#### [What to produce]
Your task is to filter the entries and copy every line containing the string "CALLE".
⟨
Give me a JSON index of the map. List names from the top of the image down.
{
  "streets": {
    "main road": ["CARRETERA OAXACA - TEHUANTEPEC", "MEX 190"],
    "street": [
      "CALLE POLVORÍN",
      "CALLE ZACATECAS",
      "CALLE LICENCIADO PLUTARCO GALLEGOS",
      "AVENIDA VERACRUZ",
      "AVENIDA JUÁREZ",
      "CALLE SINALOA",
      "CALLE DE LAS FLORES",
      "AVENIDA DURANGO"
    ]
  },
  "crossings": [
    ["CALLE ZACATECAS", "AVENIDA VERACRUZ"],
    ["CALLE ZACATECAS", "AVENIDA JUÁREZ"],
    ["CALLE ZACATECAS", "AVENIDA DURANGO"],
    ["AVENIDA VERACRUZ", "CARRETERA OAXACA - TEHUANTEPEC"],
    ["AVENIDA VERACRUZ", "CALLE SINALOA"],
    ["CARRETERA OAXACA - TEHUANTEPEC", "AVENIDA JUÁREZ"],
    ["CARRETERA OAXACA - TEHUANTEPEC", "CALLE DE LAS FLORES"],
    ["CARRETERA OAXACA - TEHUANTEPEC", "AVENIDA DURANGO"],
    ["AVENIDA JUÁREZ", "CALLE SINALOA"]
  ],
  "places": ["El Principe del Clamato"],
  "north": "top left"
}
⟩
#### [Output for this task]
      "CALLE POLVORÍN",
      "CALLE ZACATECAS",
      "CALLE LICENCIADO PLUTARCO GALLEGOS",
      "CALLE SINALOA",
      "CALLE DE LAS FLORES",
    ["CALLE ZACATECAS", "AVENIDA VERACRUZ"],
    ["CALLE ZACATECAS", "AVENIDA JUÁREZ"],
    ["CALLE ZACATECAS", "AVENIDA DURANGO"],
    ["AVENIDA VERACRUZ", "CALLE SINALOA"],
    ["CARRETERA OAXACA - TEHUANTEPEC", "CALLE DE LAS FLORES"],
    ["AVENIDA JUÁREZ", "CALLE SINALOA"]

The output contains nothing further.